Kamis (29/10/2015), sekitar pukul 06.00 WIB, relawan yang masuk ke dalam Lubang Kunti melihat dua korban di kedalaman 150 meter.
"Tapi tidak sempat dievakuasi, karena keburu ada longsor susulan," kata Kapolres Bogor, AKBP Suyudi Ario Seto, pada TribunnewsBogor.com.
Setelah tiga dari 12 PETI berhasil dievakuasi ke posko DVI di kantor PT Antam, relawan kembali melihat dua korban lainnya.
"Tapi tenaga dari penambang keburu habis jadi tidak sempat dipegang," kata kordinator PETI, Joko.

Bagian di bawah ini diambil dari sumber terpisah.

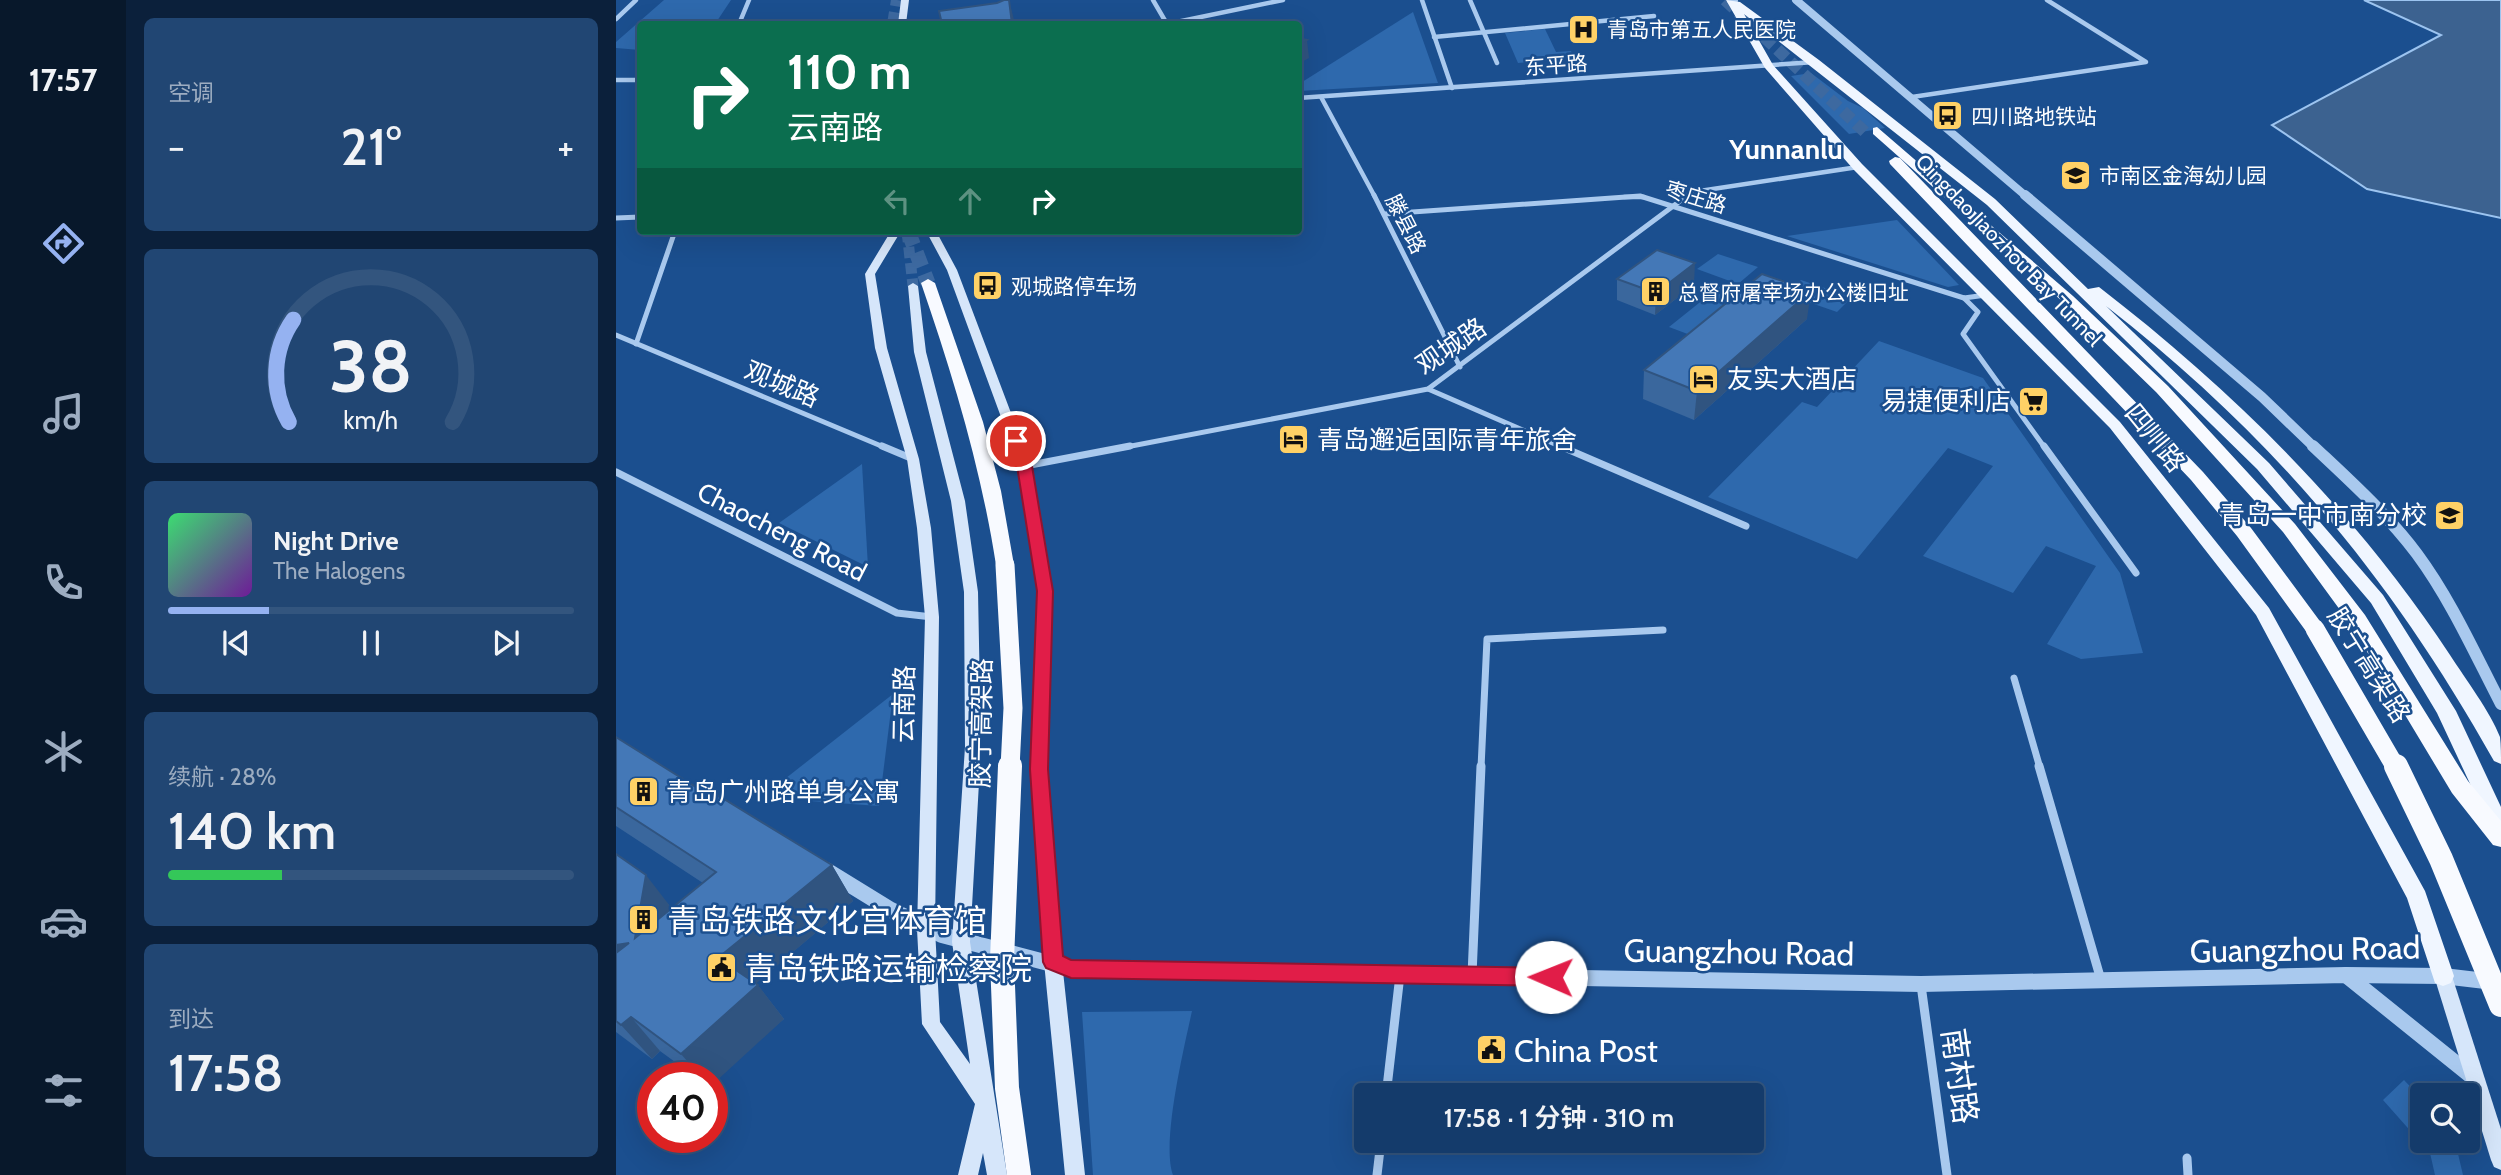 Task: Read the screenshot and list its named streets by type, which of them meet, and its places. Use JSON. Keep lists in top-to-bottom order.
{
  "streets": {
    "highway": ["Qingdao Jiaozhou Bay Tunnel", "胶宁高架路"],
    "main road": ["四川路", "云南路"],
    "street": [
      "东平路",
      "枣庄路",
      "滕县路",
      "观城路",
      "Chaocheng Road",
      "Guangzhou Road",
      "南村路"
    ]
  },
  "crossings": [
    ["东平路", "滕县路"],
    ["东平路", "四川路"],
    ["枣庄路", "滕县路"],
    ["枣庄路", "观城路"],
    ["枣庄路", "四川路"],
    ["滕县路", "观城路"],
    ["Qingdao Jiaozhou Bay Tunnel", "胶宁高架路"],
    ["观城路", "四川路"],
    ["观城路", "云南路"],
    ["四川路", "Guangzhou Road"],
    ["Chaocheng Road", "云南路"],
    ["云南路", "Guangzhou Road"],
    ["Guangzhou Road", "南村路"]
  ],
  "districts": ["Yunnanlu"],
  "places": {
    "hospital": ["青岛市第五人民医院"],
    "bus stop": ["四川路地铁站", "观城路停车场"],
    "school or university": ["市南区金海幼儿园", "青岛一中市南分校"],
    "building": ["总督府屠宰场办公楼旧址", "青岛广州路单身公寓", "青岛铁路文化宫体育馆"],
    "hotel": ["友实大酒店", "青岛邂逅国际青年旅舍"],
    "supermarket": ["易捷便利店"],
    "public building": ["青岛铁路运输检察院", "China Post"]
  },
  "page": {
    "tabs": "17:57",
    "tile": [
      "空调",
      ["续航 · 28%", "140 km"],
      ["到达", "17:58"]
    ],
    "turn": ["110 m", "云南路"],
    "heat": ["−", "21°", "+"],
    "song": ["Night Drive", "The Halogens"],
    "limit": "40",
    "trip": "17:58 · 1 分钟 · 310 m",
    "gauge": ["38", "km/h"]
  }
} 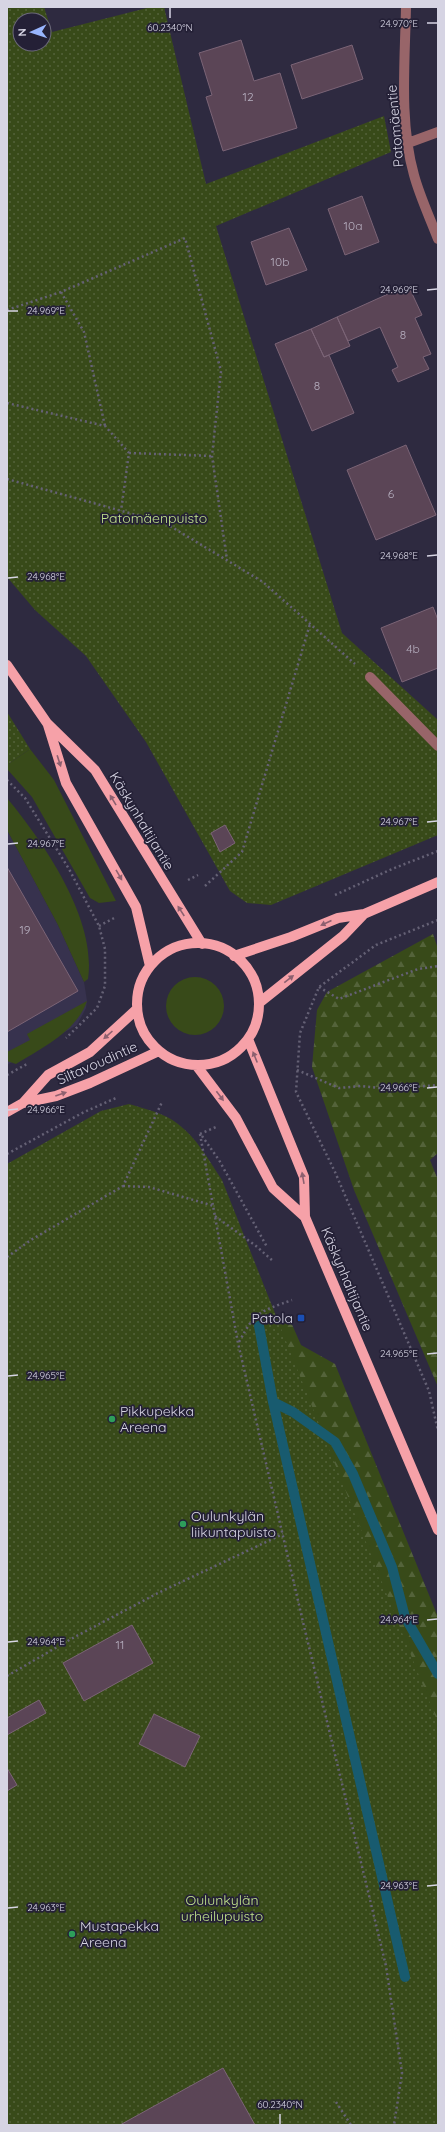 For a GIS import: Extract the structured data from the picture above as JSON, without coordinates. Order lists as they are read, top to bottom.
{
  "streets": {
    "main road": ["Käskynhaltijantie", "Siltavoudintie"],
    "street": ["Patomäentie"]
  },
  "crossings": [
    ["Käskynhaltijantie", "Siltavoudintie"]
  ],
  "parks": ["Patomäenpuisto", "Oulunkylän urheilupuisto"],
  "places": {
    "transit": ["Patola"],
    "other": ["Pikkupekka Areena", "Oulunkylän liikuntapuisto", "Mustapekka Areena"]
  },
  "house_numbers": [
    "12",
    "10a",
    "10b",
    "8",
    "8",
    "6",
    "4b",
    "19",
    "11"
  ],
  "north": "left",
  "coordinates": [
    "24.970°E",
    "60.2340°N",
    "24.969°E",
    "24.968°E",
    "24.967°E",
    "24.966°E",
    "24.965°E",
    "24.964°E",
    "24.963°E"
  ]
} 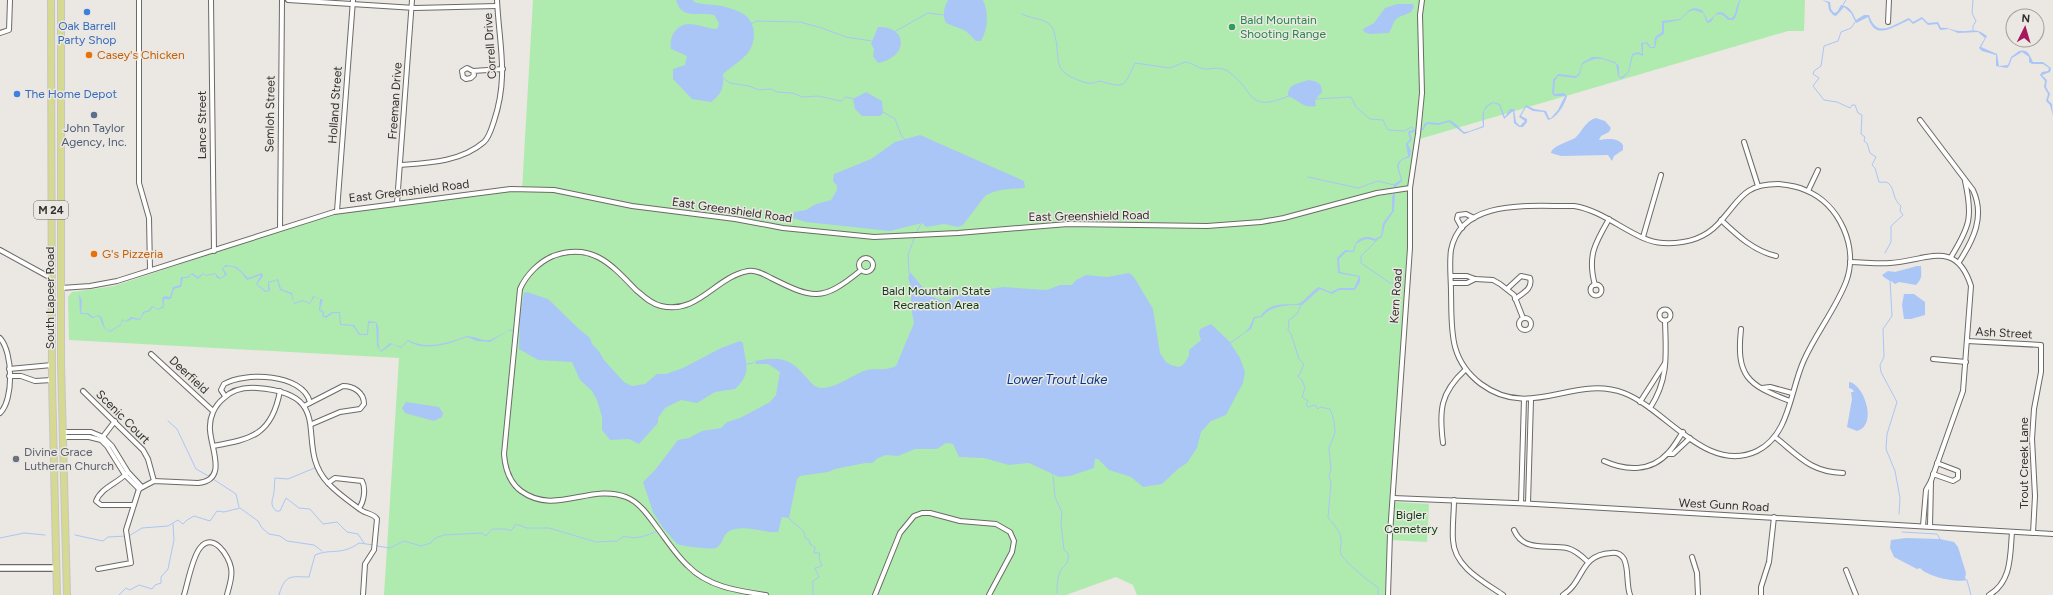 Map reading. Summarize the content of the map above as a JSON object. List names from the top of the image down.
{
  "streets": {
    "main road": ["M 24", "South Lapeer Road"],
    "street": [
      "Correll Drive",
      "Freeman Drive",
      "Holland Street",
      "Semloh Street",
      "Lance Street",
      "East Greenshield Road",
      "Kern Road",
      "Ash Street",
      "Deerfield",
      "Scenic Court",
      "Trout Creek Lane",
      "West Gunn Road"
    ]
  },
  "crossings": [
    ["Correll Drive", "Freeman Drive"],
    ["Freeman Drive", "East Greenshield Road"],
    ["Holland Street", "East Greenshield Road"],
    ["Semloh Street", "East Greenshield Road"],
    ["Lance Street", "East Greenshield Road"],
    ["East Greenshield Road", "Kern Road"],
    ["East Greenshield Road", "South Lapeer Road"],
    ["Kern Road", "West Gunn Road"],
    ["Ash Street", "Trout Creek Lane"],
    ["Trout Creek Lane", "West Gunn Road"]
  ],
  "water": ["Lower Trout Lake"],
  "parks": ["Bald Mountain State Recreation Area", "Bigler Cemetery"],
  "places": [
    "Oak Barrell Party Shop",
    "Bald Mountain Shooting Range",
    "Casey's Chicken",
    "The Home Depot",
    "John Taylor Agency, Inc.",
    "G's Pizzeria",
    "Divine Grace Lutheran Church"
  ],
  "north": "top"
}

Sebelumnya, keluarga dari sembilan penambang emas tanpa izin (PETI) yang hingga kini masih tertimbun menyesal upaya petugas yang dinilai kurang maksimal.
"Dari hari Rabu (28/10/2015), yang kerja kan warga, bukan petugas," kata Entis Sutisna, kakak Didi dan Mista, dua penambang yang belum sempat dievakuasi dari lubang kunti, kepada TribunnewsBogor.com.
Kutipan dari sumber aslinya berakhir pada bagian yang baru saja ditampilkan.